▶ _Data in this exercise_
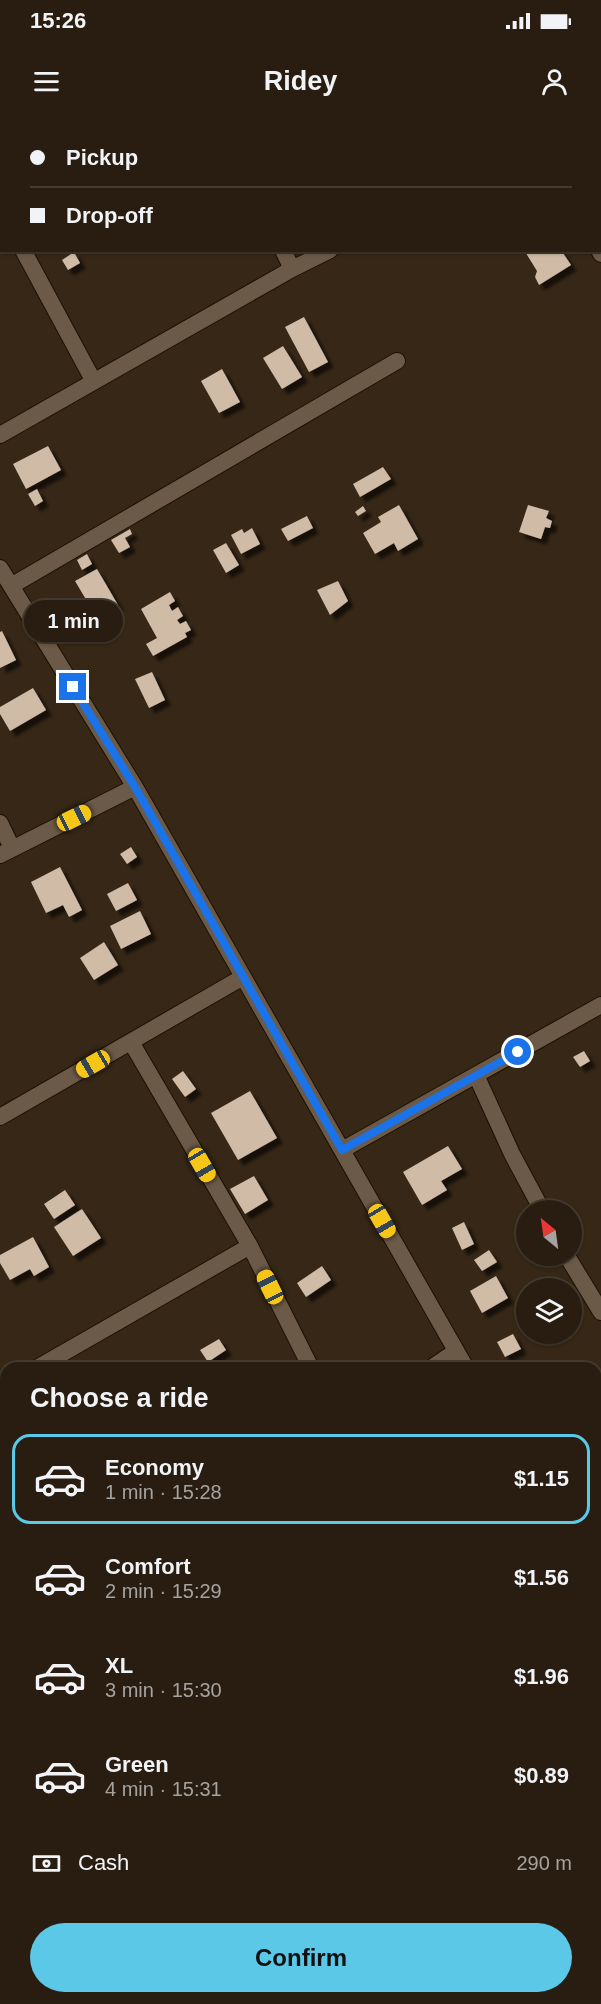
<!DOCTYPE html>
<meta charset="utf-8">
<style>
body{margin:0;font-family:Helvetica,sans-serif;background:#302619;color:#f1f3f6;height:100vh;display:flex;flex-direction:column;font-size:22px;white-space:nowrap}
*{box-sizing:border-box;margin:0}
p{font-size:20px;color:#a5a29f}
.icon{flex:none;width:33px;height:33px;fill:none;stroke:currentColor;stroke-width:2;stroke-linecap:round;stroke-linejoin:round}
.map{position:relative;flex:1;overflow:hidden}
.sheet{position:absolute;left:0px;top:1242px;width:602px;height:642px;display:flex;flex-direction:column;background:#281d10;border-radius:18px 18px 0 0;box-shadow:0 2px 4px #0004,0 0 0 2px #443b30}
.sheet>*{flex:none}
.banner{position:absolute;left:0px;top:0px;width:602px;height:132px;box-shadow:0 2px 4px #0004,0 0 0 2px #443b30;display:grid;align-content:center;height:132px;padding:0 30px;background:#281d10}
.needle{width:39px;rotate:331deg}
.fabs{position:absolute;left:516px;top:1080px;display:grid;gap:12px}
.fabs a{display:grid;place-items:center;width:66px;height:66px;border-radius:50%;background:#281d10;box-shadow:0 2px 4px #0004,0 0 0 2px #443b30;font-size:30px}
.end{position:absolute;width:27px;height:27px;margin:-14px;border:8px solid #1a73e8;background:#fff;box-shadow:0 0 0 3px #fff}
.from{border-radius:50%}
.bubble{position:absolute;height:42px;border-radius:21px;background:#281d10;box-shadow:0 2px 4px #0004,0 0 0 2px #443b30;font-size:20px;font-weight:600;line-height:42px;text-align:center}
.car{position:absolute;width:18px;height:36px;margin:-18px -9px;border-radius:8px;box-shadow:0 0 4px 2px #0007;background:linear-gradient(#f5c518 24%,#345 0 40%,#f5c518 0 76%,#345 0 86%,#f5c518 0)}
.banner b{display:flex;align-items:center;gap:21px;height:57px;font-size:22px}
.banner b+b{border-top:2px solid #443b30}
.banner i{width:15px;height:15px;background:#f1f3f6}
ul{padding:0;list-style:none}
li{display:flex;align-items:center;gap:18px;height:90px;margin:0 12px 9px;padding:0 18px;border:3px solid transparent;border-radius:18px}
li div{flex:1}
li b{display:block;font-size:22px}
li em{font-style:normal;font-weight:600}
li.current{border-color:#5ac8e6}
li>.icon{width:54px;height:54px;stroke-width:1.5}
h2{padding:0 30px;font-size:27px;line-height:72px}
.pay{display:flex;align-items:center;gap:15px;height:66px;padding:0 30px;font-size:22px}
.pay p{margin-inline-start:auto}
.button{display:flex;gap:12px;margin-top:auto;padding:12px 30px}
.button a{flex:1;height:69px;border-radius:36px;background:#5ac8e6;color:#111;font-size:24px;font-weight:600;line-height:69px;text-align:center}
.status{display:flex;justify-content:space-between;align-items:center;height:42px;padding:0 30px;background:#281d10;direction:ltr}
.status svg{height:16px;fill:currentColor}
header{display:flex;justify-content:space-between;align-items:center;height:78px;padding:0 30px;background:#281d10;font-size:27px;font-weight:600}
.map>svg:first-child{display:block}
.building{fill:#cfbba6;filter:url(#shadow)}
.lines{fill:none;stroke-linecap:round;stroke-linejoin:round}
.minor-casing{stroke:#1d1002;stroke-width:18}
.minor{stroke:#6b5a47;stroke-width:16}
.route{stroke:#1a73e8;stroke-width:8}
</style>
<div class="status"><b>15:26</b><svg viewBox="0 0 49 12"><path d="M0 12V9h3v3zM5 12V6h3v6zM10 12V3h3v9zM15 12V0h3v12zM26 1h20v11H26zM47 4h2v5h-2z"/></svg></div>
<header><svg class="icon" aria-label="menu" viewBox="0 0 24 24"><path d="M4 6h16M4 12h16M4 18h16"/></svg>Ridey<svg class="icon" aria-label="person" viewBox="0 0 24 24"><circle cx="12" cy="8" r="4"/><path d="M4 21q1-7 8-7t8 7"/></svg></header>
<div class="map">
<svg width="601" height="1884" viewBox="0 0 601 1884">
<defs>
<filter id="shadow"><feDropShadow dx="5.5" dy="5.5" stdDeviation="1.5" flood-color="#0009"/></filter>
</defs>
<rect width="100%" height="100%" fill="#362716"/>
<path class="building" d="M 524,130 L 561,130 L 571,145 L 539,165 L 535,157 L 537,151 Z
M 74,132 L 80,143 L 68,150 L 62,140 Z
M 304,197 L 328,242 L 309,252 L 285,207 Z
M 283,226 L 302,257 L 282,269 L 263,238 Z
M 222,249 L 240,282 L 219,293 L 201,261 Z
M 48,326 L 61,350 L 26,369 L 13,344 Z
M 383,347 L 391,359 L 360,377 L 353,364 Z
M 37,369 L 43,381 L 35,386 L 28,374 Z
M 399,385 L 418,419 L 398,431 L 394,423 L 375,434 L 363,413 L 381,402 L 378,397 Z
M 528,385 L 549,391 L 546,398 L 552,401 L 550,408 L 545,407 L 541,419 L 519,412 Z
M 363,386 L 366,391 L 358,396 L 355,392 Z
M 307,396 L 313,408 L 288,421 L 281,409 Z
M 252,408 L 260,424 L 241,434 L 231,415 L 242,409 L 244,413 Z
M 130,409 L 132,414 L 125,418 L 130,427 L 119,433 L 111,420 Z
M 226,423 L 239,445 L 226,453 L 213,430 Z
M 87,434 L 92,444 L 82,450 L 77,440 Z
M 97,449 L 118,485 L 97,498 L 75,461 Z
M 338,461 L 348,481 L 330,495 L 317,470 Z
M 170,472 L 175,481 L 169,485 L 172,491 L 178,487 L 183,496 L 177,500 L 180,504 L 186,501 L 191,510 L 185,513 L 187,517 L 153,536 L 146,524 L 157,518 L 141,489 Z
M 2,511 L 16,540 L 0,548 L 0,512 Z
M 152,552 L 165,580 L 149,588 L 135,559 Z
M 33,568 L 46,590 L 10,611 L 0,594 L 0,587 Z
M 131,727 L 137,737 L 127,744 L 120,734 Z
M 60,747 L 82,790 L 69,797 L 63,785 L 46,793 L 31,762 Z
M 128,763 L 137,780 L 116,791 L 107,774 Z
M 140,791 L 151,814 L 121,829 L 110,806 Z
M 104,822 L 118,845 L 94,860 L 80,838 Z
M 584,931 L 590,941 L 580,947 L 573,937 Z
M 183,951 L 196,969 L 185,977 L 172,959 Z
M 250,971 L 277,1018 L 238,1040 L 211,993 Z
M 448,1026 L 462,1049 L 441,1061 L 447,1070 L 422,1085 L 403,1052 Z
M 254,1056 L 268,1080 L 245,1094 L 230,1069 Z
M 65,1070 L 75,1085 L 54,1099 L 44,1084 Z
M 82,1089 L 101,1118 L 73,1136 L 54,1107 Z
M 464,1102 L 474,1124 L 462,1130 L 452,1108 Z
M 33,1117 L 49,1147 L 34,1156 L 30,1149 L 10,1160 L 0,1143 L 0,1135 Z
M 489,1130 L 497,1142 L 482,1151 L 474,1140 Z
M 322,1146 L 331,1160 L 306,1177 L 297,1163 Z
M 496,1156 L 508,1178 L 482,1193 L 470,1171 Z
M 513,1214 L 521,1229 L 505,1237 L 497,1222 Z
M 219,1219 L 226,1230 L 208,1242 L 200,1230 Z
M 601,1344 L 601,1364 L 596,1362 Z
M 156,1878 L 176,1878 L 180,1884 L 160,1884 Z"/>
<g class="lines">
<defs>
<path id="minor" d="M 217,0 L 217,2
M 456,0 L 457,2
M 584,2 L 586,0
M 0,86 L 2,89
M 23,130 L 93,260
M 283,130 L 292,149
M 599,130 L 601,134
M 0,315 L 292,149 L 330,130
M 0,448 L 135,667 L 466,1248
M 11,466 L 397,241
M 0,703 L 12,728
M 0,735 L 135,667
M 131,922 L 250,1126 L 311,1248
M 476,955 L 512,1034 L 542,1090
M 0,997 L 243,857
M 342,1030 L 601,885
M 567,1136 L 601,1192
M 37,1248 L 250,1126
M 431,1248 L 456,1231
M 0,1269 L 6,1266
M 0,1337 L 6,1348
M 596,1474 L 601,1483
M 592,1878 L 601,1883"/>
</defs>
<use href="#minor" class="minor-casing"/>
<use href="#minor" class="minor"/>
</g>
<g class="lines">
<path class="route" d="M 73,567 L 135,667 L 342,1030 L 518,932"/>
</g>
</svg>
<div class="fabs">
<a><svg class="needle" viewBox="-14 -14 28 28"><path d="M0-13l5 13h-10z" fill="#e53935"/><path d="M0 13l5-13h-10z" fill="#a5a29f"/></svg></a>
<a><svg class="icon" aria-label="layers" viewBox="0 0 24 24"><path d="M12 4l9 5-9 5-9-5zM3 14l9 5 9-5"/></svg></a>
</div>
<i class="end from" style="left:518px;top:932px"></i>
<i class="end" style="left:73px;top:567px"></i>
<div class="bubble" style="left:24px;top:480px;width:99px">1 min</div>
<i class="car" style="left:74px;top:698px;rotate:64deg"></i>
<i class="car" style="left:93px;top:944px;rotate:240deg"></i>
<i class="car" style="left:202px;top:1045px;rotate:150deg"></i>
<i class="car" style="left:382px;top:1101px;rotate:150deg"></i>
<i class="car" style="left:270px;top:1167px;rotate:334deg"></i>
<div class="banner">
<b><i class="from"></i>Pickup</b>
<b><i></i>Drop-off</b>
</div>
<section class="sheet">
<h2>Choose a ride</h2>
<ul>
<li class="current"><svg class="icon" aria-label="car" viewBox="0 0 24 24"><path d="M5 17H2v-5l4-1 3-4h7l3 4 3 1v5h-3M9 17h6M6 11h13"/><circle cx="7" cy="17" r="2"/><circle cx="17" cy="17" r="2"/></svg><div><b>Economy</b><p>1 min · 15:28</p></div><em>$1.15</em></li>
<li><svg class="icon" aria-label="car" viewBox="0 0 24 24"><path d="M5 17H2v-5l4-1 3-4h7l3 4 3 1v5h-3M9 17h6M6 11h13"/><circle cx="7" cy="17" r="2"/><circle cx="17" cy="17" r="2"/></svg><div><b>Comfort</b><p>2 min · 15:29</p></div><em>$1.56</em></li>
<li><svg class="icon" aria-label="car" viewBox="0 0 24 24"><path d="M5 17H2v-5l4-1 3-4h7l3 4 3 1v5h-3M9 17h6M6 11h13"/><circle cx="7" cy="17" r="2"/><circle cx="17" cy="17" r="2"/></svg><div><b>XL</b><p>3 min · 15:30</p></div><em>$1.96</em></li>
<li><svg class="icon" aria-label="car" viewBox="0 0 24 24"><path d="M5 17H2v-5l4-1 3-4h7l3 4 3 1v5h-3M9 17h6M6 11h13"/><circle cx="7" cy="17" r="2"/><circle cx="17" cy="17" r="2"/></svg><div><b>Green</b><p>4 min · 15:31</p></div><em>$0.89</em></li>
</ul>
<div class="pay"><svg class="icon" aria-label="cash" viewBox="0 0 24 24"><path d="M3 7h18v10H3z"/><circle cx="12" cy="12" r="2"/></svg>Cash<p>290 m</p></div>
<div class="button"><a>Confirm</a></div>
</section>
</div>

▶ _Task brief_
Please reproduce exactly the lines in the listing above from the one containing "M 33,568 L 46,590 L 10,611 L 0,594 L 0,587 Z" through the one containing "M 596,1474 L 601,1483", both included, and nothing more.

▶ _Output of the exercise_
M 33,568 L 46,590 L 10,611 L 0,594 L 0,587 Z
M 131,727 L 137,737 L 127,744 L 120,734 Z
M 60,747 L 82,790 L 69,797 L 63,785 L 46,793 L 31,762 Z
M 128,763 L 137,780 L 116,791 L 107,774 Z
M 140,791 L 151,814 L 121,829 L 110,806 Z
M 104,822 L 118,845 L 94,860 L 80,838 Z
M 584,931 L 590,941 L 580,947 L 573,937 Z
M 183,951 L 196,969 L 185,977 L 172,959 Z
M 250,971 L 277,1018 L 238,1040 L 211,993 Z
M 448,1026 L 462,1049 L 441,1061 L 447,1070 L 422,1085 L 403,1052 Z
M 254,1056 L 268,1080 L 245,1094 L 230,1069 Z
M 65,1070 L 75,1085 L 54,1099 L 44,1084 Z
M 82,1089 L 101,1118 L 73,1136 L 54,1107 Z
M 464,1102 L 474,1124 L 462,1130 L 452,1108 Z
M 33,1117 L 49,1147 L 34,1156 L 30,1149 L 10,1160 L 0,1143 L 0,1135 Z
M 489,1130 L 497,1142 L 482,1151 L 474,1140 Z
M 322,1146 L 331,1160 L 306,1177 L 297,1163 Z
M 496,1156 L 508,1178 L 482,1193 L 470,1171 Z
M 513,1214 L 521,1229 L 505,1237 L 497,1222 Z
M 219,1219 L 226,1230 L 208,1242 L 200,1230 Z
M 601,1344 L 601,1364 L 596,1362 Z
M 156,1878 L 176,1878 L 180,1884 L 160,1884 Z"/>
<g class="lines">
<defs>
<path id="minor" d="M 217,0 L 217,2
M 456,0 L 457,2
M 584,2 L 586,0
M 0,86 L 2,89
M 23,130 L 93,260
M 283,130 L 292,149
M 599,130 L 601,134
M 0,315 L 292,149 L 330,130
M 0,448 L 135,667 L 466,1248
M 11,466 L 397,241
M 0,703 L 12,728
M 0,735 L 135,667
M 131,922 L 250,1126 L 311,1248
M 476,955 L 512,1034 L 542,1090
M 0,997 L 243,857
M 342,1030 L 601,885
M 567,1136 L 601,1192
M 37,1248 L 250,1126
M 431,1248 L 456,1231
M 0,1269 L 6,1266
M 0,1337 L 6,1348
M 596,1474 L 601,1483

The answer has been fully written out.